MOBILE, Ala. – Recovery: The World Trade Center Recovery Operation, a traveling exhibition by the New York State Museum documenting the historic recovery effort to locate human remains, personal objects and material evidence from the collapse of the World Trade Center (WTC), opens at 10am on September 11 at The Museum of Mobile as the first venue of this international traveling exhibit.
The exhibition, which runs to December 2nd, includes 50 photographs, 56 recovered artifacts and interpretive text panels. The artifacts come from the New York State Museum’s extensive collection of objects, art, oral histories and memorial material obtained from Ground Zero and the Fresh Kills Landfill.
Firefighters, iron workers, engineers, contractors, police officers, and volunteers eventually removed 1.8 million tons of debris from Ground Zero to the landfill. The recovery operation had three objectives: to find human remains, personal effects, and any evidence of the terrorist attack, and the operation quickly evolved from simple hand sorting into an elaborate technical sifting and sorting process.
The New York State Museum staff became well acquainted with the army of workers from the New York Police Department (NYPD), FBI, 25 state and federal
agencies and 14 private contractors, whose daunting, exacting task was the sorting and examination of the World Trade Center material. In addition to
collecting artifacts, Museum staff documented operations, taking photos of the stark landscape of Fresh Kills, the sorting and sifting operations, hundreds of
debris piles and vehicles, and the people involved in the recovery process.
The resulting exhibition begins with a timeline of the events on September 11, 2001. The recovered World Trade Center artifacts include an American flag, souvenirs, building keys, signs, firearms, sections of the building facade, marble floor, and airplane fragments. Among the rescue-related objects are a NYPD radio holster, a firefighter’s boot and air tank harness and the door from a destroyed Fire Department of New York truck.

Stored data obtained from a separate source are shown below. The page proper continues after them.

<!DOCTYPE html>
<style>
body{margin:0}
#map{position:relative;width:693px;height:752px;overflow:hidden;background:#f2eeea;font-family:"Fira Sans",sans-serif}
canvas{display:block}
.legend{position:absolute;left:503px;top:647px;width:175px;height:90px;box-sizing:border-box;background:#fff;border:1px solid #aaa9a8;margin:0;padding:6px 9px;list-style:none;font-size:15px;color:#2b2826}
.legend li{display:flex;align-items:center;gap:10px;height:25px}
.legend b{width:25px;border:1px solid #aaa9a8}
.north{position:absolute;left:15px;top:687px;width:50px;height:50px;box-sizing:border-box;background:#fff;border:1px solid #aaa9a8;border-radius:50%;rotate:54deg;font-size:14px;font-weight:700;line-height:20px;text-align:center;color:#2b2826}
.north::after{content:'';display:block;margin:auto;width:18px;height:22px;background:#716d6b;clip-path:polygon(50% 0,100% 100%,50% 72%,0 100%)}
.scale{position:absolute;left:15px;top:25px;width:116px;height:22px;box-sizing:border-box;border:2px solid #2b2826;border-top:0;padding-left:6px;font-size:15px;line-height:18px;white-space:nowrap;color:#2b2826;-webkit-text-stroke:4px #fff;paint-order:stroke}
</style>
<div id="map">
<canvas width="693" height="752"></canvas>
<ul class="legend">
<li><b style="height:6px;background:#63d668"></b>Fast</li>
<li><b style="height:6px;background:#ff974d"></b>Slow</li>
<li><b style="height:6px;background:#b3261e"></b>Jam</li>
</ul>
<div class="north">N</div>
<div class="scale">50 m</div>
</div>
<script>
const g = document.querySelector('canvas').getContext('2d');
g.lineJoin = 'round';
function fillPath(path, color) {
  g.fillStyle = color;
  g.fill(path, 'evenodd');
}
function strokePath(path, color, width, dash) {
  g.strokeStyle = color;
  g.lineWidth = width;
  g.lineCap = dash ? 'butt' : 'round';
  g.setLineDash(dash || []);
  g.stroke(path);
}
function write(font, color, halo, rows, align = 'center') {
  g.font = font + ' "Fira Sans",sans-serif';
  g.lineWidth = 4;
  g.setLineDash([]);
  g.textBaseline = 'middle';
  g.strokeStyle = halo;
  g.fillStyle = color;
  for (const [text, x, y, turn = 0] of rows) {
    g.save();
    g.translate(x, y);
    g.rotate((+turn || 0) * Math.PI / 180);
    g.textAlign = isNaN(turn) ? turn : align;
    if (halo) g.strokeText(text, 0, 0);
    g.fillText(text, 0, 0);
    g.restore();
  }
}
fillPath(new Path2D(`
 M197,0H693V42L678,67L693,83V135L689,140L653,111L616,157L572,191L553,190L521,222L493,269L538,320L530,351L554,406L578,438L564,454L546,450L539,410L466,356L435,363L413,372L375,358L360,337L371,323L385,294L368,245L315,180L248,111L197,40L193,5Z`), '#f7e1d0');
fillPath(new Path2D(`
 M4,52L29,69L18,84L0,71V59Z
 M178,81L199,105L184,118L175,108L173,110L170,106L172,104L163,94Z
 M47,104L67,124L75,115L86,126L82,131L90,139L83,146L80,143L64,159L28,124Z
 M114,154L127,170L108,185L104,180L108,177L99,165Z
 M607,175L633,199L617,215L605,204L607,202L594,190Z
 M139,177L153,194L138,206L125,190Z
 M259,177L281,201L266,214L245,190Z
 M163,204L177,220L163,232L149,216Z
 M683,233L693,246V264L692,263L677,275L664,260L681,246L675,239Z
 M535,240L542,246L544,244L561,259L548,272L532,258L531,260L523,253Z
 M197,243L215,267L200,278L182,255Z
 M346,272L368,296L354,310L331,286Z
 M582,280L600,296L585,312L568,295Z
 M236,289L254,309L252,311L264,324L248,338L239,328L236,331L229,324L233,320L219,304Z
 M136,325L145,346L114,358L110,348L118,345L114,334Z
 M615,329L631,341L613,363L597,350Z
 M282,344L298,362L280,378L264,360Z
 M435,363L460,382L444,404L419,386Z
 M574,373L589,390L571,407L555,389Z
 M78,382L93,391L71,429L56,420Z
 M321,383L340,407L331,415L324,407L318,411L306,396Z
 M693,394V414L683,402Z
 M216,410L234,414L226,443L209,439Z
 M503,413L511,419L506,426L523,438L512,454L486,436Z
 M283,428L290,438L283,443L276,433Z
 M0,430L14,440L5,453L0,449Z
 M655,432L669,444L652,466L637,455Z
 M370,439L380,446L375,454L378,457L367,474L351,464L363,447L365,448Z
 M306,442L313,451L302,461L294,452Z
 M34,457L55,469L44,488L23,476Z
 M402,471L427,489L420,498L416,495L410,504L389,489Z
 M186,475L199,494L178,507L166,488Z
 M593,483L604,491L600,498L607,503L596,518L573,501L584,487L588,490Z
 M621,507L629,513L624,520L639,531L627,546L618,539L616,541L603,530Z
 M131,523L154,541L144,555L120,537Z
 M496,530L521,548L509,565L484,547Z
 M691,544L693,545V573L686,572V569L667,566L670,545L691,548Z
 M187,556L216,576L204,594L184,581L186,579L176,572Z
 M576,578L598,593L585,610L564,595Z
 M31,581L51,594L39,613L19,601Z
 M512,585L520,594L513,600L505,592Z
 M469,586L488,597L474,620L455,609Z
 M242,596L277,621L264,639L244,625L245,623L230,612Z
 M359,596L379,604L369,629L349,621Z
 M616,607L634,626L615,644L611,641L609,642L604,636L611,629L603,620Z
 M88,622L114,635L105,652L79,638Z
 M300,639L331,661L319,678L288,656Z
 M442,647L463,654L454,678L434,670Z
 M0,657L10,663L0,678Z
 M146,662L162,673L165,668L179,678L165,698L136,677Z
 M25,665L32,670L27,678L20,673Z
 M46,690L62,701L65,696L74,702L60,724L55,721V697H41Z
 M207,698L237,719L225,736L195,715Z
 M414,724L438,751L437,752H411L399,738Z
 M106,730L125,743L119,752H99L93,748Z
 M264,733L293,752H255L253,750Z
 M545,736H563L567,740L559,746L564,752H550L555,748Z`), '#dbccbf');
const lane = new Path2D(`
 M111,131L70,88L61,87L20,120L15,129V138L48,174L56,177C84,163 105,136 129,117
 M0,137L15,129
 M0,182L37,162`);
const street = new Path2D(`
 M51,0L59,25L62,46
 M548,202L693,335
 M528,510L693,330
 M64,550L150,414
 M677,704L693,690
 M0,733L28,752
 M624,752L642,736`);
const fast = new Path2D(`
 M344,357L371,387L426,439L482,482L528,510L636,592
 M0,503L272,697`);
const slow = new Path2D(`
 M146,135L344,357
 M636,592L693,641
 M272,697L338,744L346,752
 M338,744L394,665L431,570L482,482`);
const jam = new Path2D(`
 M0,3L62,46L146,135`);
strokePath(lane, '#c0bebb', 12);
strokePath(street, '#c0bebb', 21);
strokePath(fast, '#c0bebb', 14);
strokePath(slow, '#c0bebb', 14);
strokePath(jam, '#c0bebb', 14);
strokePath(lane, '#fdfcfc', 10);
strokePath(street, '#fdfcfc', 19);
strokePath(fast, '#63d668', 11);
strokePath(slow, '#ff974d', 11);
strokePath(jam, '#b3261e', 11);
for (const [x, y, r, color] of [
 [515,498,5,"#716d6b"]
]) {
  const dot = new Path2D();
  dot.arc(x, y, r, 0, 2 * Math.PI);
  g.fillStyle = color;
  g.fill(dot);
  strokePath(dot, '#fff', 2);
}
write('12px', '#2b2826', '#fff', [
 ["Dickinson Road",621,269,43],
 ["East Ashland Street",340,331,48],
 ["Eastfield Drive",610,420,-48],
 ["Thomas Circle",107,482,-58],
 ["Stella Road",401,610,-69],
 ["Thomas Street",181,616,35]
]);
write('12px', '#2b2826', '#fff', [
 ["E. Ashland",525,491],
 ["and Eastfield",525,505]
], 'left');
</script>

The Museum of Mobile opened in its present location 10 days after 9-11. The staff wanted an exhibit to honor our 10th anniversary with the same reverence that we experienced during that time. MOM Director, David Alsobrook says, “I think this exhibit exemplifies the unique role that museums can play nationally and locally in educating the public and commemorating important events and times in our history. The key elements of historical memory sometimes are unpleasant and traumatic. Thus, a museum seeks remembrance and commemoration of what’s often uncomfortable and disturbing, and this exhibit contributes to the ongoing grieving and healing processes and brings our communities closer together, both nationally and locally.”
The Museum will have a memory wall outside the exhibit so visitors may look back to September 11, 2001 and add their thoughts of what they were doing and where they were when they learned of the first tower being attacked.